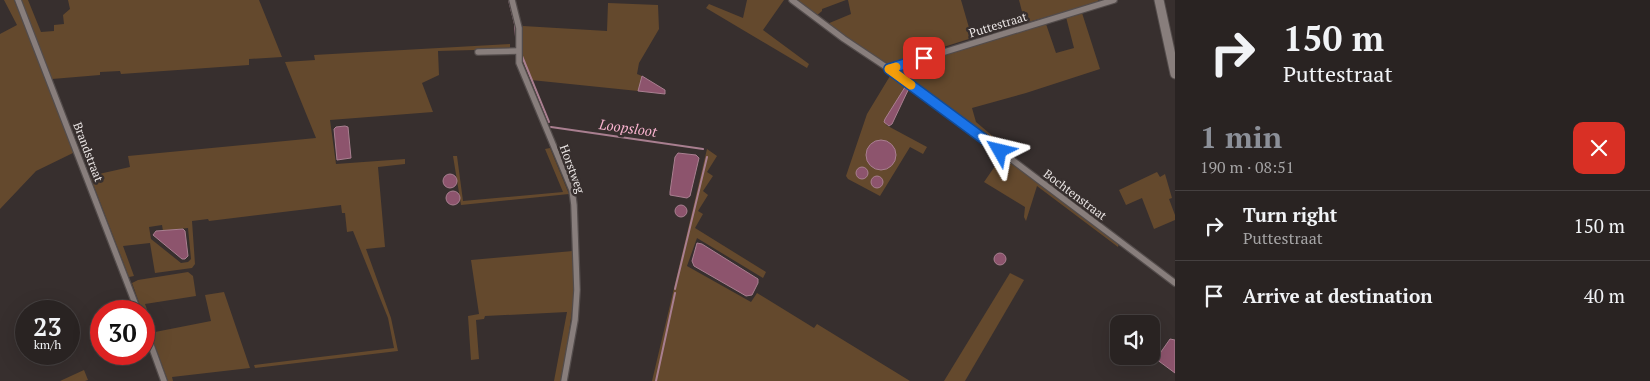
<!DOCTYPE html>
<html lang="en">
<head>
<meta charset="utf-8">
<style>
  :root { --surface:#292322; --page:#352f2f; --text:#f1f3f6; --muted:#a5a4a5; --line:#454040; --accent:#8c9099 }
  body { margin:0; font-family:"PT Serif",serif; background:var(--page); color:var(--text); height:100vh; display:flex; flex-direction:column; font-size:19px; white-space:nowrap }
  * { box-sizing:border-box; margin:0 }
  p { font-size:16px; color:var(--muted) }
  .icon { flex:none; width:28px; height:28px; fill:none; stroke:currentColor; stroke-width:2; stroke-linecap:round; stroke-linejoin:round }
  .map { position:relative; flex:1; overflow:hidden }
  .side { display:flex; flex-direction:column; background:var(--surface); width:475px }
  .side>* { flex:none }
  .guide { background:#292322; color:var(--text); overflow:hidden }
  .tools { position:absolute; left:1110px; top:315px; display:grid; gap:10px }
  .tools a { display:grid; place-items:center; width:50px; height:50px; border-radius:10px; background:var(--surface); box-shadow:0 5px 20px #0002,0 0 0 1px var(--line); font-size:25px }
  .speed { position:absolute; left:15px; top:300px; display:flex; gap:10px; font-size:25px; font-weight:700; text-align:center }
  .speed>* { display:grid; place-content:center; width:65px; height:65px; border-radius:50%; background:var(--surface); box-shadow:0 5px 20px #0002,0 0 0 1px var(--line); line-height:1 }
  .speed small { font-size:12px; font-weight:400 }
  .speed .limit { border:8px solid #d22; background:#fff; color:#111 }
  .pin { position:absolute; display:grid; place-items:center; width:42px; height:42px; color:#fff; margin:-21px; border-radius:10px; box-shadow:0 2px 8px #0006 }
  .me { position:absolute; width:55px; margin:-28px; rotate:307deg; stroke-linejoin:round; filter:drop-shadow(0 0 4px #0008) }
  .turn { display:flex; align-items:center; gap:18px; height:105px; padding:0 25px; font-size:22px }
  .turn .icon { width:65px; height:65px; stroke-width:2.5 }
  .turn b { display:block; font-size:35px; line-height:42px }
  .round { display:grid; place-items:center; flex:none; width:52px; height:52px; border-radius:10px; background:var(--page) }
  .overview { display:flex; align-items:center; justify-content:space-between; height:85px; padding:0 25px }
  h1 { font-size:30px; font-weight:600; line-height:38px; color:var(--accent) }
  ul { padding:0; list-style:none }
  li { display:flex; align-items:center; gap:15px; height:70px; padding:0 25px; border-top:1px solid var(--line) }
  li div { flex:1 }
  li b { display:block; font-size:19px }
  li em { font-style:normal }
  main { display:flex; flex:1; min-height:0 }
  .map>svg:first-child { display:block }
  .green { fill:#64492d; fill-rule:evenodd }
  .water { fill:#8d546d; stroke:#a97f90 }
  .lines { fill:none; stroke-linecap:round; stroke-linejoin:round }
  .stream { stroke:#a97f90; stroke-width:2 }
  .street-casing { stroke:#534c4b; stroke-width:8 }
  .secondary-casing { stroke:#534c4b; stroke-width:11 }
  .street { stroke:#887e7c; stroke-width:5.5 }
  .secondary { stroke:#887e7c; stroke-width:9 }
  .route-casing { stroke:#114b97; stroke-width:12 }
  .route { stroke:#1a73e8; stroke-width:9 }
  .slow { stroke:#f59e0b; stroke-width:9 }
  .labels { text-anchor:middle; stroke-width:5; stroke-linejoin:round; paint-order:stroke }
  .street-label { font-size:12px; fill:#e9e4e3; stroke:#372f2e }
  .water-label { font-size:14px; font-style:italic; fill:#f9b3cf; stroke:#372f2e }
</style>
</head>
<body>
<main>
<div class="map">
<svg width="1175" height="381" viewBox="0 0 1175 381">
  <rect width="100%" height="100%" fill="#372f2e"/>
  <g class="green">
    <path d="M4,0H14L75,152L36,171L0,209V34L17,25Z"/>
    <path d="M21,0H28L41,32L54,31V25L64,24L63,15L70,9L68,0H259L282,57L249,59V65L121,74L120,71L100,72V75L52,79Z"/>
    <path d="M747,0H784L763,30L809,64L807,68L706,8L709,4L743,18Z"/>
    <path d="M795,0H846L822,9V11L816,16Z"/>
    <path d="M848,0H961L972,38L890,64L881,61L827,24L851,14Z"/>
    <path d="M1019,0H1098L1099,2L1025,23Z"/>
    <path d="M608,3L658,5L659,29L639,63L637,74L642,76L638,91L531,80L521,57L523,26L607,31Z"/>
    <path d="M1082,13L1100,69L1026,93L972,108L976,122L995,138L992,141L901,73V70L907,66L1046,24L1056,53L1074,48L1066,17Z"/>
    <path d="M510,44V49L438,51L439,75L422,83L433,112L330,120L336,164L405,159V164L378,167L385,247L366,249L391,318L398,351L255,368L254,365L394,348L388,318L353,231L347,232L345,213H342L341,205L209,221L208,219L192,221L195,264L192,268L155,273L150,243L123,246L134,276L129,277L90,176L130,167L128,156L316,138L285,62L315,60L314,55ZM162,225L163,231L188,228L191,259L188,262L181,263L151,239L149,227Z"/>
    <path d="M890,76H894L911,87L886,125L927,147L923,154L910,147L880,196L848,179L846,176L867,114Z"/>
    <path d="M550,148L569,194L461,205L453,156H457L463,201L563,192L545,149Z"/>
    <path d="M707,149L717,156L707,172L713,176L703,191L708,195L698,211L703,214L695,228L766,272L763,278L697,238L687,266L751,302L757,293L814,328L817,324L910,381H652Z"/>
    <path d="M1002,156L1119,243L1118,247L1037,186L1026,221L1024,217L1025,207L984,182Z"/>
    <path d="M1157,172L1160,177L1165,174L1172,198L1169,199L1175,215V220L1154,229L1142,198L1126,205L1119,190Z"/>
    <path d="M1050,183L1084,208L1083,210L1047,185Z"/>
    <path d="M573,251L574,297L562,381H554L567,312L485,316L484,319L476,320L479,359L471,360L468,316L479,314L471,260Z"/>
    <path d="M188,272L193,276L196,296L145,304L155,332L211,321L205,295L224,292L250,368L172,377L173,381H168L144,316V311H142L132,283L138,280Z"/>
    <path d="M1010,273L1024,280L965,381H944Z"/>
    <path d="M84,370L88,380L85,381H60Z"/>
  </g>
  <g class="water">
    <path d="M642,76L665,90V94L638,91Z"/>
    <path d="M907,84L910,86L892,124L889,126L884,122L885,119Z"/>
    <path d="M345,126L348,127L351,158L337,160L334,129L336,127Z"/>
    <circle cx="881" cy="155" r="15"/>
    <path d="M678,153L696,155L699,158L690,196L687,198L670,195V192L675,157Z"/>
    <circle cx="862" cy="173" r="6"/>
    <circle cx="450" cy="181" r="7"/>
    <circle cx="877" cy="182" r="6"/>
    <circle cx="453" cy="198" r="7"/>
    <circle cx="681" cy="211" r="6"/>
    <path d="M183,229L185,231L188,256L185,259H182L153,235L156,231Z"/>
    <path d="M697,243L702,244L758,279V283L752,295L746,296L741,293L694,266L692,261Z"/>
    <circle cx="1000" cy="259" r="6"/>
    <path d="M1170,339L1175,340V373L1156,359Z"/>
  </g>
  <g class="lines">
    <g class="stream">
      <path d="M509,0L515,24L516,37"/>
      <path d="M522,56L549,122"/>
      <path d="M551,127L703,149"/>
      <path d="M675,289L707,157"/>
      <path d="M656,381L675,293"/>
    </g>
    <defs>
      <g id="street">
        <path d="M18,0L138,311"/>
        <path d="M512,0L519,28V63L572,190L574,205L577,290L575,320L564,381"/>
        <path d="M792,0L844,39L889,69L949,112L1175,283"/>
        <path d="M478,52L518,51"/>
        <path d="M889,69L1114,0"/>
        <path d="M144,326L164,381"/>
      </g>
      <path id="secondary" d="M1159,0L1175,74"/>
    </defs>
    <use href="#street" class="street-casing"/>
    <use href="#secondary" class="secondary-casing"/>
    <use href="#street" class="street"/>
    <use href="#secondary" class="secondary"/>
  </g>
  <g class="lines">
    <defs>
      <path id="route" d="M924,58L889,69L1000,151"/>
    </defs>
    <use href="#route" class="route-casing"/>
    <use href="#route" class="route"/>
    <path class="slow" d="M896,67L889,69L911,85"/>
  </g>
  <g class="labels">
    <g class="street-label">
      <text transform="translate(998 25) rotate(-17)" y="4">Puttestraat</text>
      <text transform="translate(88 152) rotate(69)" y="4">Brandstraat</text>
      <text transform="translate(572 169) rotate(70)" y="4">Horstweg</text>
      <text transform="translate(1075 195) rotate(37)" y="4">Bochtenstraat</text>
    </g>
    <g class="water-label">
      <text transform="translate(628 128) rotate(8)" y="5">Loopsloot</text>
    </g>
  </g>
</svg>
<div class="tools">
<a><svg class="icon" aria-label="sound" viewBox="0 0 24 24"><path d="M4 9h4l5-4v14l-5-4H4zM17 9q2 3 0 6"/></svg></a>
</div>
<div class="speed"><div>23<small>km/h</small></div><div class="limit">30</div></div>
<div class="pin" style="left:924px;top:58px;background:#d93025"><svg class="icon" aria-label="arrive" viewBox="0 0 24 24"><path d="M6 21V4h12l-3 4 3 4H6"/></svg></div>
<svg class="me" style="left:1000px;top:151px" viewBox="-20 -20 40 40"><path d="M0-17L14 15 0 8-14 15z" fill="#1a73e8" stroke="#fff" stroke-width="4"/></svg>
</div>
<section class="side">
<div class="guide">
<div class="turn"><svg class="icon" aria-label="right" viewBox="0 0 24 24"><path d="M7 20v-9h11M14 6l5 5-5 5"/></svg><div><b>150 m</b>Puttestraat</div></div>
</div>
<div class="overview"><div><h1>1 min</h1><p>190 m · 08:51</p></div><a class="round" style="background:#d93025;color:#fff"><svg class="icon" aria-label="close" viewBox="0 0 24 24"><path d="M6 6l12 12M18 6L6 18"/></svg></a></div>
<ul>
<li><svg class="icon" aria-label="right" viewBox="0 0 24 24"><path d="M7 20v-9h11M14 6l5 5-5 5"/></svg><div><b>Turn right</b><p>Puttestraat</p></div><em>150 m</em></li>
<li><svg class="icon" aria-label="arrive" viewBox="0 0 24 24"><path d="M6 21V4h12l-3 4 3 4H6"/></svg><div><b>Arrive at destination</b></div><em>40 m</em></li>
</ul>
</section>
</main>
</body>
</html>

==

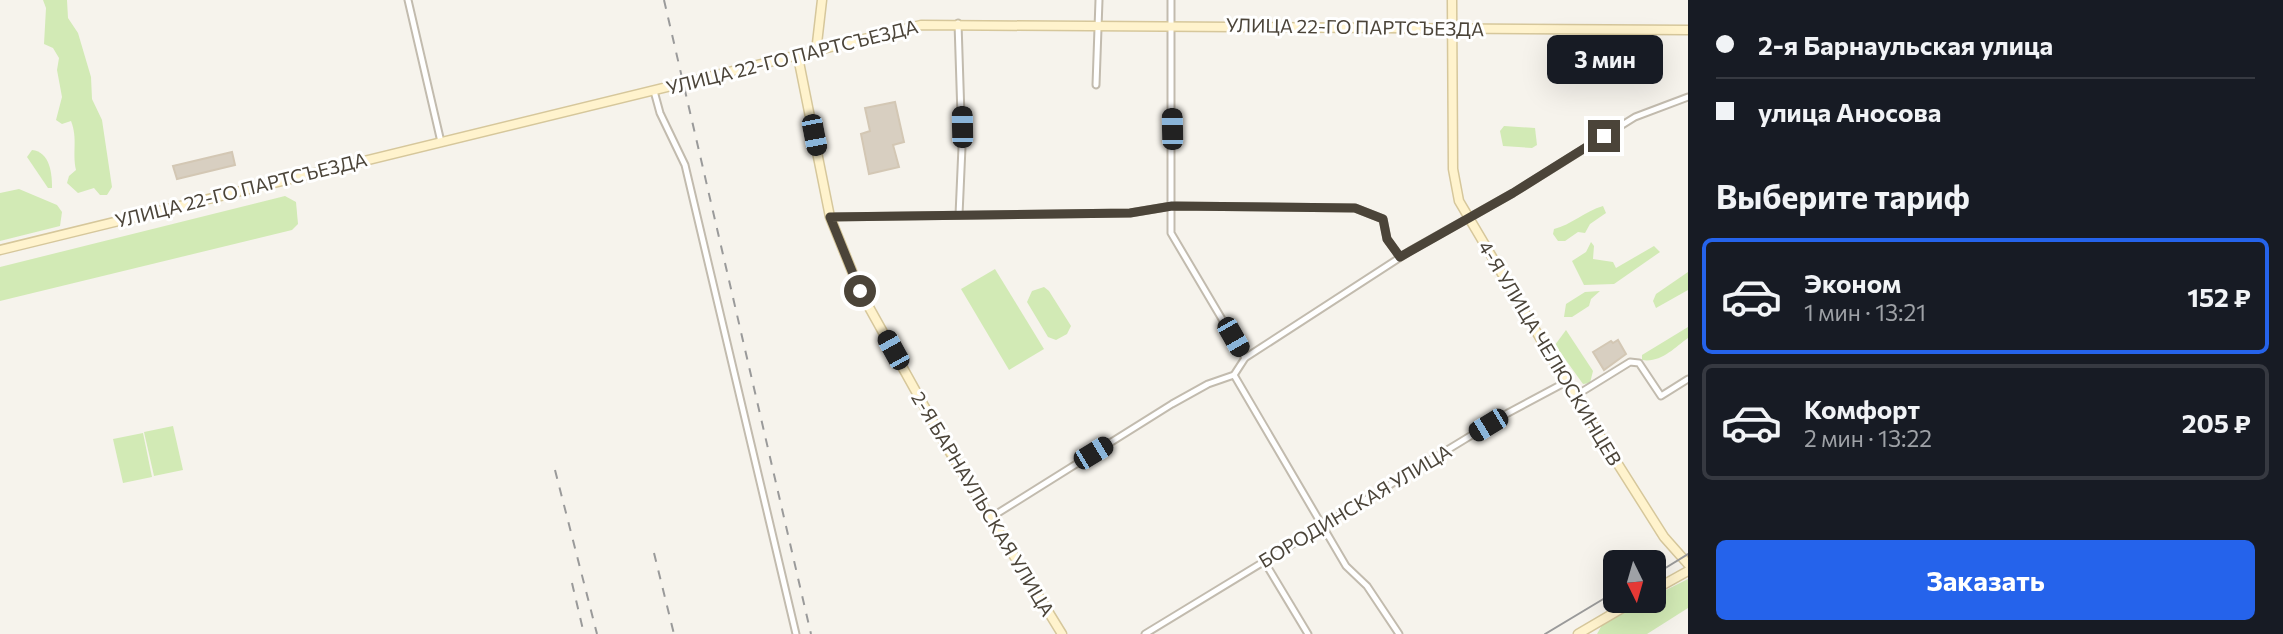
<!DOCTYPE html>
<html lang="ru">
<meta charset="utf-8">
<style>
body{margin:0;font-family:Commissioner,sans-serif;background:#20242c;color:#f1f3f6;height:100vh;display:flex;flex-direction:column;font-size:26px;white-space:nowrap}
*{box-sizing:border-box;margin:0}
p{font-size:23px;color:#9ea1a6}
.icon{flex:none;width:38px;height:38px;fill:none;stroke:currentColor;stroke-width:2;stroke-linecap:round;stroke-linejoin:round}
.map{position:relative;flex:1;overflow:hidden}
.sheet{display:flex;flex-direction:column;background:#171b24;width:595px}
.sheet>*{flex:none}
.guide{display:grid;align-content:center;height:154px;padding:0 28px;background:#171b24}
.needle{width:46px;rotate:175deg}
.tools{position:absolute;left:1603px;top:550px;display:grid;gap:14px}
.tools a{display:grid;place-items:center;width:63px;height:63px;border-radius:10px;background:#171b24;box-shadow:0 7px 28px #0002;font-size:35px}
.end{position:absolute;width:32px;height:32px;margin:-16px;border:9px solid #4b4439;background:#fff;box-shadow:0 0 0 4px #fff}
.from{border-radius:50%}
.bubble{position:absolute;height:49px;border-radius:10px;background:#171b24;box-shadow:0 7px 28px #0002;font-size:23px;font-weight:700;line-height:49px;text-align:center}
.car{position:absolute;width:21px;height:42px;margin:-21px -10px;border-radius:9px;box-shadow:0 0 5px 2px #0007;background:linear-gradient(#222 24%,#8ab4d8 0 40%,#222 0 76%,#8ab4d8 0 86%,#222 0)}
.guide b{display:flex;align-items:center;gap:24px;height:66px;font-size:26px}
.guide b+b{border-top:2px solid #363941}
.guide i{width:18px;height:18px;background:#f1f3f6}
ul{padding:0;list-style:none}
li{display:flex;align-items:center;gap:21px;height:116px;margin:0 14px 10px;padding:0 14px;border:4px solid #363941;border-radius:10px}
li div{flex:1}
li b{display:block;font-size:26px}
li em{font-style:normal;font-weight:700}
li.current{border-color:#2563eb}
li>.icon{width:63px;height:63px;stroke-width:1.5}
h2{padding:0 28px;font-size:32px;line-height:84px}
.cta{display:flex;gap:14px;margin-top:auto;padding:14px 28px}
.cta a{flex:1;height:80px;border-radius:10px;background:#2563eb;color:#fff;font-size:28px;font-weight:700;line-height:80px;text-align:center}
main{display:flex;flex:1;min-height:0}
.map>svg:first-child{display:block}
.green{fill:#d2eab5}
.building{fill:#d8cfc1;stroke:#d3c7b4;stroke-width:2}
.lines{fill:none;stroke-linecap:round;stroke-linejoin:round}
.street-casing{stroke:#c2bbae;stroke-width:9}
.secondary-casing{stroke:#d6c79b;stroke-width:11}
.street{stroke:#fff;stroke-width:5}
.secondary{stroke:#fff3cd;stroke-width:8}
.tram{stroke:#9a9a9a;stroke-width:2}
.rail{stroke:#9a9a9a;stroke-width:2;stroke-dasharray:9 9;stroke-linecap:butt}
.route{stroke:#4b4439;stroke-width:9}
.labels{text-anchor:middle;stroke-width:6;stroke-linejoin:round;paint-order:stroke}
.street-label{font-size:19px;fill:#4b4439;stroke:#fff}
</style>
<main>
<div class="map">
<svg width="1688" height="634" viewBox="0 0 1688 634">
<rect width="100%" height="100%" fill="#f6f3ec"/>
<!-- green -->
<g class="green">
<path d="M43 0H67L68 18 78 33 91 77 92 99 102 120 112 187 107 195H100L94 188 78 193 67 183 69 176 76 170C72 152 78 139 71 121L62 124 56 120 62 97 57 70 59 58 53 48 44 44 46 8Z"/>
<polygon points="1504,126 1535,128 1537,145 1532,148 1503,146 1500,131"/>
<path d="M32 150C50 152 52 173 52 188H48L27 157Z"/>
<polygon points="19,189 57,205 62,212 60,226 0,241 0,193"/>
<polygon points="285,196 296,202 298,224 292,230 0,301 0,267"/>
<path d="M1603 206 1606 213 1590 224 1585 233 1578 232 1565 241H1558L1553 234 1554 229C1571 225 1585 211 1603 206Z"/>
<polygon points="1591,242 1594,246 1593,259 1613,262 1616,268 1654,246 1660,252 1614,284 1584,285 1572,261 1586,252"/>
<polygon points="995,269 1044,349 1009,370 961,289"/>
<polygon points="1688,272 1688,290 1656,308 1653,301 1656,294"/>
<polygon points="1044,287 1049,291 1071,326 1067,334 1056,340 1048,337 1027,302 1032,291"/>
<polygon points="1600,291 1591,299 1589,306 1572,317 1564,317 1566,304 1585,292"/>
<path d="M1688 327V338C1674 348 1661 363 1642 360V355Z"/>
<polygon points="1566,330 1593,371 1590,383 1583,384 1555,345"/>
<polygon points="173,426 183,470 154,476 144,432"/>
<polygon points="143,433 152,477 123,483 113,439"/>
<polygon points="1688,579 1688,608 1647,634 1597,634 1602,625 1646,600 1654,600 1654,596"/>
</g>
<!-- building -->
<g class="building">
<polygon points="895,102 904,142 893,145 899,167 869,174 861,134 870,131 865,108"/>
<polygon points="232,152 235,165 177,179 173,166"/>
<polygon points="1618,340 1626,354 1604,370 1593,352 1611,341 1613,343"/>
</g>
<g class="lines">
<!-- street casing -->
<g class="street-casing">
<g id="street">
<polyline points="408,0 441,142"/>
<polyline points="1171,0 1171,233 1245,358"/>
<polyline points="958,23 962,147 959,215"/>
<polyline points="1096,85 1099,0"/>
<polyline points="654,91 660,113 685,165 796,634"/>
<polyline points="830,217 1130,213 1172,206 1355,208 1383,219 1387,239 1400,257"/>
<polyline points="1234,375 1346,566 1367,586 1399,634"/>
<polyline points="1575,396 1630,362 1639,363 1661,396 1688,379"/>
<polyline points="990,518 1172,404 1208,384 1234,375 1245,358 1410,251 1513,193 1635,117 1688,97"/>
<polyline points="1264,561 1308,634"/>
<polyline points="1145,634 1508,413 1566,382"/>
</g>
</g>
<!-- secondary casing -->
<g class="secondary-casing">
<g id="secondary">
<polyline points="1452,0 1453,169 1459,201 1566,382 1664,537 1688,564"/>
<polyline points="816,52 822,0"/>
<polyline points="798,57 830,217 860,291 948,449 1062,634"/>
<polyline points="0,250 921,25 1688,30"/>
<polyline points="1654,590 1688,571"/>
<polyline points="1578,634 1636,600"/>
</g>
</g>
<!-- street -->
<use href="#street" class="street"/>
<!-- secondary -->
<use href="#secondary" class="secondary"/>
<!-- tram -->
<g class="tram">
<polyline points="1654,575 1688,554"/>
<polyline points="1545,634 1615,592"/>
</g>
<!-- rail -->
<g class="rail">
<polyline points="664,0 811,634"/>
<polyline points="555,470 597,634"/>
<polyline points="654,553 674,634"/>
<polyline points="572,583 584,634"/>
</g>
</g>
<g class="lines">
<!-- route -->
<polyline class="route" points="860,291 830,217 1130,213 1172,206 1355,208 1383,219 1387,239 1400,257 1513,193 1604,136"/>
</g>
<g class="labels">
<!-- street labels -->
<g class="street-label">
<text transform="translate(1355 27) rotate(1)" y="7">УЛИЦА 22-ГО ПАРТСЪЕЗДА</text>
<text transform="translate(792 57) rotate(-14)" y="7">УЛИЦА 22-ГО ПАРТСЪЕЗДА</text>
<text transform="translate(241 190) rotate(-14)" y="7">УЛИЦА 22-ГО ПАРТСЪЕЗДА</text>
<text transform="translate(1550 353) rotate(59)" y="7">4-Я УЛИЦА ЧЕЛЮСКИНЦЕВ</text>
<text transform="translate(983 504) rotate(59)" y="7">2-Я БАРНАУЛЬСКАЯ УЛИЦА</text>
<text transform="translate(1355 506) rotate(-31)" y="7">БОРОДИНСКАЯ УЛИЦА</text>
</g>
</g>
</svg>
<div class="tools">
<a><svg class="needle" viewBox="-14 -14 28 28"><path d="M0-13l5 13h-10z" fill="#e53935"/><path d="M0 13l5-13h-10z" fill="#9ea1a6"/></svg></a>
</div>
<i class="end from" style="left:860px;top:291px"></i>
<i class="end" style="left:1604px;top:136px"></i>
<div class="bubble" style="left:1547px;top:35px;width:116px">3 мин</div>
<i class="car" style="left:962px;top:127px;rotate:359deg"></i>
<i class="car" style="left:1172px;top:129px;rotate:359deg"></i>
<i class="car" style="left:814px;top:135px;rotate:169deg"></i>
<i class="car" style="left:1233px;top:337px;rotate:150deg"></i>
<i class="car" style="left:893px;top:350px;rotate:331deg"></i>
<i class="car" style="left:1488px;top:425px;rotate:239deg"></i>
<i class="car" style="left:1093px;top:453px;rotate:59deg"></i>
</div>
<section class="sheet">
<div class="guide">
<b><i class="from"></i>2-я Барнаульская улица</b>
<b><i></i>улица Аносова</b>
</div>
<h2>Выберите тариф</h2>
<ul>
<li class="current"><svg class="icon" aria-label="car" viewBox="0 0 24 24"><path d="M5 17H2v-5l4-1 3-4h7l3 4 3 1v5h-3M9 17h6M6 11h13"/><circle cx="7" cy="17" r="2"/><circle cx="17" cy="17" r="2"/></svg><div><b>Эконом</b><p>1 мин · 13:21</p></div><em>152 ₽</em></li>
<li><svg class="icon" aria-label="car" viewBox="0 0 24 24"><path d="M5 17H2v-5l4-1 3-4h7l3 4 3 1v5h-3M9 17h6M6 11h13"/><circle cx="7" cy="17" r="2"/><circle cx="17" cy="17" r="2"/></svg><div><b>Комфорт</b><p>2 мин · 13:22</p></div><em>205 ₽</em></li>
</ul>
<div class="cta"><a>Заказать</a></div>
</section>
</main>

◆ YOUR OBJECTIVE
The answer must be a single number: how many lines of the data hold the word "normal".

◆ SOLVED PROBLEM
2